Health problems, reduced income and the death or a partner or loved one are just some of the difficulties often faced in older age. With this in mind, it is perhaps unsurprising that around 7 million American adults aged 65 and older experience some form of depression. What is surprising is that depression among seniors is often overlooked and untreated.
Around 7 million adults aged 65 and older in the US have some form of depression.
According to the National Alliance on Mental Illness (NAMI), depression in older adults is frequently seen as a “normal” part of aging. In other words, people view it as a natural reaction to widowhood, chronic illness or other challenges that commonly occur later in life.
“The public thinks, ‘Well, if I was losing my ability to walk or losing my vision or hearing or people that I love, that it’s normal to be depressed when you get older,’ and that’s just not true,” Stephen Bartels, director of the Centers for Health and Aging at Dartmouth College in Hanover, NH, told The Washington Post last year.
A Mental Health America survey of adults aged 65 and older found that only 38% of seniors believe depression is a health problem, while 58% believe it is normal to become depressed in old age.
As a result, the majority of older adults with depression do not receive any treatment for the condition.
Untreated depression can raise the risk for other health conditions and severely impact quality of life. Earlier this year, for example, Medical News Today reported on a study linking certain depression symptoms with increased risk for suicide. Suicide rates are highest in the US among adults aged 75 and older, at 16.3 per 100,000 people, compared with 11.3 suicides per 100,000 people in the general population.
In line with Mental Health Awareness Week, we take a look at the potential causes of depression among older adults, some common signs of the condition, how it can be treated, and what seniors and their friends and family can do to help stave off depression in older age.
Risk factors for later-life depression
As mentioned previously, adults often face stressful and emotional situations in later life, which can take their toll on mental health. For example, widowhood is most common in older age, and a third of widows or widowers meet the criteria for clinical depression within a month of their spouse’s death. Of these, 50% remain clinically depressed a year later.
Health problems that are more common in older age – such as Alzheimer’s disease, Parkinson’s disease, heart disease, cancer and arthritis – can also increase the risk for later-life depression.
Lack of in-person contact with friends and family may raise the risk of depression.
In older age, one may also experience changes in day-to-day life that can prove difficult to adapt to, such as retirement.
“Work creates self-worth, physical and mental exercise, friendship, and sense of belonging,” retirement activist Robert Laura wrote in an article for Forbes last year, noting that loss of friendship is one of the most challenging issues after retirement.
“Most of those relationships were tied to the workplace and work functions,” Laura adds. “They never made plans to hang out or get together after they retired and, now that the work is gone, so is their social network.”
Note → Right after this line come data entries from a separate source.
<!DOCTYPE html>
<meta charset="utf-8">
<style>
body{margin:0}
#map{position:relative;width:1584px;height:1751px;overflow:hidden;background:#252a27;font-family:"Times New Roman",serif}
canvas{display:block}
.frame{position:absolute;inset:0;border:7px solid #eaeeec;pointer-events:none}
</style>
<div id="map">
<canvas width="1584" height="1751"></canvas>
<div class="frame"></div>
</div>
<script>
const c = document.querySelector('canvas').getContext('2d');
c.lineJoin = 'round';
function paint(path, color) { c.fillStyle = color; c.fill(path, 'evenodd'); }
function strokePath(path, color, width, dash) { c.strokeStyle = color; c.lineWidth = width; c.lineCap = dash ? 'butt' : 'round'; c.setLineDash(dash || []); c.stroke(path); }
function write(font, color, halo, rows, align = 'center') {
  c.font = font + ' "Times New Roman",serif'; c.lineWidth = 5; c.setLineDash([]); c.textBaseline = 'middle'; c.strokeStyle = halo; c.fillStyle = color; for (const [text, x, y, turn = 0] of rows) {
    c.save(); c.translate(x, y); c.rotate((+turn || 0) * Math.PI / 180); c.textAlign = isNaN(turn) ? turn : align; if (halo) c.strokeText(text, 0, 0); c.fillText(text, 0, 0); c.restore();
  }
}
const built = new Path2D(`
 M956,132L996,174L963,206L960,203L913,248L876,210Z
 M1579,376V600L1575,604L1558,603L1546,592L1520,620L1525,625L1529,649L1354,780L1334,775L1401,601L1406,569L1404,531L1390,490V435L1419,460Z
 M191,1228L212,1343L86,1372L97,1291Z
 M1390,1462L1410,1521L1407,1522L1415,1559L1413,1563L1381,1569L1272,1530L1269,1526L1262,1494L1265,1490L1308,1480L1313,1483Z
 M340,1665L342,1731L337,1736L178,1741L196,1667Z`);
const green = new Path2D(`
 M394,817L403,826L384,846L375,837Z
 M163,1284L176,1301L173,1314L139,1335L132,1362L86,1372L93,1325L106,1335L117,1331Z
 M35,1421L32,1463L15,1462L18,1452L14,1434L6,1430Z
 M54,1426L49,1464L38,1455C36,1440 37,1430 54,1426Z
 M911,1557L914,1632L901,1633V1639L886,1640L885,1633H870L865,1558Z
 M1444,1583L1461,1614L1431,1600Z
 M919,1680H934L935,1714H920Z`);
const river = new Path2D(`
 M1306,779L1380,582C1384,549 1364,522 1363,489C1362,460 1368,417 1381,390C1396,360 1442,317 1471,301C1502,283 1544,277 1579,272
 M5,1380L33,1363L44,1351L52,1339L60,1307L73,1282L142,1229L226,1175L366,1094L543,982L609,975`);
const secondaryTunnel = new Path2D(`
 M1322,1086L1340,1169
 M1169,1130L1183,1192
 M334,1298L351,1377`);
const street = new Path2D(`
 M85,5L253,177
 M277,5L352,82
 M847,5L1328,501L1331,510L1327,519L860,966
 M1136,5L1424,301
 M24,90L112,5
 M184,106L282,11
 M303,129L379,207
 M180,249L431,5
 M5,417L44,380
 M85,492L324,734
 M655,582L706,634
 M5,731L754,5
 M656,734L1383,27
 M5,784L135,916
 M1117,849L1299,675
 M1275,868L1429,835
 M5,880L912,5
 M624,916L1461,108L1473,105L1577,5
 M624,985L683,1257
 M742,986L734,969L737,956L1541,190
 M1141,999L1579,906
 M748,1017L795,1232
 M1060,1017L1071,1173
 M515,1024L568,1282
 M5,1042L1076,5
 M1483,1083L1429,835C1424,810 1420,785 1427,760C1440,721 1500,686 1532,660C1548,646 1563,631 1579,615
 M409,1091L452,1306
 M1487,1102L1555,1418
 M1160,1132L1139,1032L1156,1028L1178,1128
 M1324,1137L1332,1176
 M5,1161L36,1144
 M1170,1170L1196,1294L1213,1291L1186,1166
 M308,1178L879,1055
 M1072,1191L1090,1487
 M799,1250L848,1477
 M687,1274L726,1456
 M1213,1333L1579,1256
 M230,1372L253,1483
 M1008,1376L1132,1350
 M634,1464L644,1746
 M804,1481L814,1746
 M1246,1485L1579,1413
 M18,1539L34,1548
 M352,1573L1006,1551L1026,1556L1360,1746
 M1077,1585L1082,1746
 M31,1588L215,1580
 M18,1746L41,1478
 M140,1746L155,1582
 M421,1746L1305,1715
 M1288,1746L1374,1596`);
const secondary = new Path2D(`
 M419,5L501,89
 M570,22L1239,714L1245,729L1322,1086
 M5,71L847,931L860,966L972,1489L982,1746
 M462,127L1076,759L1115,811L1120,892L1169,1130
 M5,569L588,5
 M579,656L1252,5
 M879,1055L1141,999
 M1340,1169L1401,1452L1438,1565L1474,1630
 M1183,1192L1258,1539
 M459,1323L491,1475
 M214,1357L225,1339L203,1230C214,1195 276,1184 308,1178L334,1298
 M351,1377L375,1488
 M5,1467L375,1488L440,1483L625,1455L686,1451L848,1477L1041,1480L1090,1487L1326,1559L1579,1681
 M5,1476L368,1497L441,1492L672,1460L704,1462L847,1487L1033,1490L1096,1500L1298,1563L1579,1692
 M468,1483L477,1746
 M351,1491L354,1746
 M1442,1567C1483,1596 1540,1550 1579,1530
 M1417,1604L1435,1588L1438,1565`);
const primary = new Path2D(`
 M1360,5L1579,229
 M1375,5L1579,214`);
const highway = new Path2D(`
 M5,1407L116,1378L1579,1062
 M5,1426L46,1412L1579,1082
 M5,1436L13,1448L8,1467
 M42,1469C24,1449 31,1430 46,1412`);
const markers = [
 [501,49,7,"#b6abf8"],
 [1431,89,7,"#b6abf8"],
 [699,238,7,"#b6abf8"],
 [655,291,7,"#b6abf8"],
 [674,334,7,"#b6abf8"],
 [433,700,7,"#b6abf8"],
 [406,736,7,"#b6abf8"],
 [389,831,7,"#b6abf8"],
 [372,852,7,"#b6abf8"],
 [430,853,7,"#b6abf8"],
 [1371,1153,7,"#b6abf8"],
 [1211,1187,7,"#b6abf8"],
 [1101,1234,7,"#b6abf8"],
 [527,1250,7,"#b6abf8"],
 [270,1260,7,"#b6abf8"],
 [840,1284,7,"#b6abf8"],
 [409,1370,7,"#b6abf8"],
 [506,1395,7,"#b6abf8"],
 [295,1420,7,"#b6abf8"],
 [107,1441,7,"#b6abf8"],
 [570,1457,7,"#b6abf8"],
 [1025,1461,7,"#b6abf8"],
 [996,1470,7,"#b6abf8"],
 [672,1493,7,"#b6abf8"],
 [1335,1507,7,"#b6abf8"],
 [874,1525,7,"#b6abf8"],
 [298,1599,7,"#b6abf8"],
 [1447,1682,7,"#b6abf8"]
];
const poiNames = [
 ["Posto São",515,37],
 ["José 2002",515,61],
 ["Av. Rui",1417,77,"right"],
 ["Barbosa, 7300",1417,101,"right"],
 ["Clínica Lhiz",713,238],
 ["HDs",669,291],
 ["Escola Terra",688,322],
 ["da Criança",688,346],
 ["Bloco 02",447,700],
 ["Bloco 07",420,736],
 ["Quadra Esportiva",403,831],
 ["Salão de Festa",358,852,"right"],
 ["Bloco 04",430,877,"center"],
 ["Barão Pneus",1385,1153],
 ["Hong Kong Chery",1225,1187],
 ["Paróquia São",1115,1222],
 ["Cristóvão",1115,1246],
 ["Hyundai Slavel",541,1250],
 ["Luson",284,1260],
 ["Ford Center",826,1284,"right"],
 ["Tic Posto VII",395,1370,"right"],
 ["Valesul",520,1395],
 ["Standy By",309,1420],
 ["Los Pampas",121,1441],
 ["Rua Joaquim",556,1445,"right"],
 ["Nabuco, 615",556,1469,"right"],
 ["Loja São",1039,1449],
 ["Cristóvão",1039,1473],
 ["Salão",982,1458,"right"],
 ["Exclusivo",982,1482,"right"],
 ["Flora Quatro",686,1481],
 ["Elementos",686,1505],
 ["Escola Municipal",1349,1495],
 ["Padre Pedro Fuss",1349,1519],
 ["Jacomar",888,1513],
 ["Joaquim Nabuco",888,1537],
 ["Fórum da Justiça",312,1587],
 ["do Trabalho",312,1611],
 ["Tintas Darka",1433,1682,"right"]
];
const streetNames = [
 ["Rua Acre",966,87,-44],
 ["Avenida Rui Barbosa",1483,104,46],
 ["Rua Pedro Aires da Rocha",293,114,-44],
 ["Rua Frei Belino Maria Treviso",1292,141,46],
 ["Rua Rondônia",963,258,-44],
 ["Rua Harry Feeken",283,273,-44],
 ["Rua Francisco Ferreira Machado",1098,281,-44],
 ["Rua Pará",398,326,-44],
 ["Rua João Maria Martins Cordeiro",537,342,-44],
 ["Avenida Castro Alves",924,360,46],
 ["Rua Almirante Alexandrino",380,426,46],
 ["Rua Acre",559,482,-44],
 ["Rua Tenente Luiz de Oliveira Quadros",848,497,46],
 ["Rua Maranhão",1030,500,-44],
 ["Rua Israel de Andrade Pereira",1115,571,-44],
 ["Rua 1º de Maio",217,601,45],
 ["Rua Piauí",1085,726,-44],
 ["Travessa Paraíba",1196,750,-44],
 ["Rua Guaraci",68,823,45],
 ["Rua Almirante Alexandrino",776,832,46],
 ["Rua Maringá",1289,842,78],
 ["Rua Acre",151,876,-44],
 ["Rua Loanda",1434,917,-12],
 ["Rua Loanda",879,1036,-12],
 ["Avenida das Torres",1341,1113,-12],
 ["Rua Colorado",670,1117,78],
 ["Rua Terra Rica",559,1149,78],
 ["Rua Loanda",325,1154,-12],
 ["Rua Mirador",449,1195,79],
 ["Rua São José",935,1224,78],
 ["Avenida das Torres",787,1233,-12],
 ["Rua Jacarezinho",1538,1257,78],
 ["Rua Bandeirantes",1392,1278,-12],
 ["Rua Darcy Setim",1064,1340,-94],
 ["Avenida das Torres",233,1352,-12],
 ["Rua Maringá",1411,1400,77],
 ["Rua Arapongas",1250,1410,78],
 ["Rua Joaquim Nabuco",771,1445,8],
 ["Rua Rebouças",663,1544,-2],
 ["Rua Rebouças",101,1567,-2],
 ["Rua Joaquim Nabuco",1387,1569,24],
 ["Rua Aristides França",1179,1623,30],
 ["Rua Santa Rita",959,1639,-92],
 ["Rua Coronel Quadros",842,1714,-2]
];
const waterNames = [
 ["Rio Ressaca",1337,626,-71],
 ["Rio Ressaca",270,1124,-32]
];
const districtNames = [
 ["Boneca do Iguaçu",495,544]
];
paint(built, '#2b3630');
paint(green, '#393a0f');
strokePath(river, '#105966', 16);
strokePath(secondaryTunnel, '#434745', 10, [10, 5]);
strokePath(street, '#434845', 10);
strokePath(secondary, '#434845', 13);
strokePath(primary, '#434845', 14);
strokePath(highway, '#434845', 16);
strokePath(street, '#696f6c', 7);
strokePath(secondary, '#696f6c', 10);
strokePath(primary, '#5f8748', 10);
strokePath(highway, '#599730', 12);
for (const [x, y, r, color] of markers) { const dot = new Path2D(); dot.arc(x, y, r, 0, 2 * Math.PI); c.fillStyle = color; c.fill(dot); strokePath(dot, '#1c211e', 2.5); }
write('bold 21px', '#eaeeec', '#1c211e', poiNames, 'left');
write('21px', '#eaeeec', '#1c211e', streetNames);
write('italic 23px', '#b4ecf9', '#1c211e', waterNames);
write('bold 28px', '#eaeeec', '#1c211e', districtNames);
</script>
And it is well established that lack of social contact can be a major risk factor for depression among seniors. Recently, MNT reported on a study published in the Journal of the American Geriatrics Society – led by Dr. Alan Teo, assistant professor of psychiatry at Oregon Health & Science University – that found older adults who rarely see their friends and family are almost twice as likely to develop depression.
Interestingly, this risk remains regardless of how often seniors have telephone or written contact with their friends and relatives.
The risk of depression in later life, however, is not solely dependent on life changes and stressful situations. People who have immediate family members with depression may be at greater risk for developing the condition themselves, and certain medications – such as drugs to treat hypertension – can raise depression risk.
What is more, if an individual has experienced depression earlier in life, they are more likely to become depressed later in life.
Spotting the signs of depression
Depression in older adults often goes undiagnosed. Signs of the condition are often dismissed as “normal” both by health care providers and the affected individual. They may be attributed to a coexisting condition, for example, or to grief after the loss of a loved one.
But as stated by the Centers for Disease Control and Prevention (CDC): “Depression is a true and treatable medical condition, not a normal part of aging.”
Symptoms of depression among seniors are very similar to those experienced by younger and middle-aged adults. These include:
- Ongoing feelings of sadness, hopelessness or pessimism
- Feelings of worthlessness or helplessness
- Excessive sleeping, insomnia or fatigue
- Loss of interest or pleasure in once enjoyable activities
- Social withdrawal
- Eating more or less than normal
- Aches and pains that do not subside with treatment
- Lack of concentration, poor memory and inability to make decisions
- Irritability and restlessness
- Thoughts of death and suicide.
While some of these signs may mimic other health conditions, the National Institute on Aging (NIA) recommend that older individuals who experience such signs should seek medical evaluation, while friends and relatives should encourage medical assessment if they spot signs of depression among loved ones.
The NIA state:
“Don’t ignore the warning signs. If left untreated, serious depression may lead to suicide. Listen carefully if someone of any age complains about being depressed or says people don’t care. That person may really be asking for help.”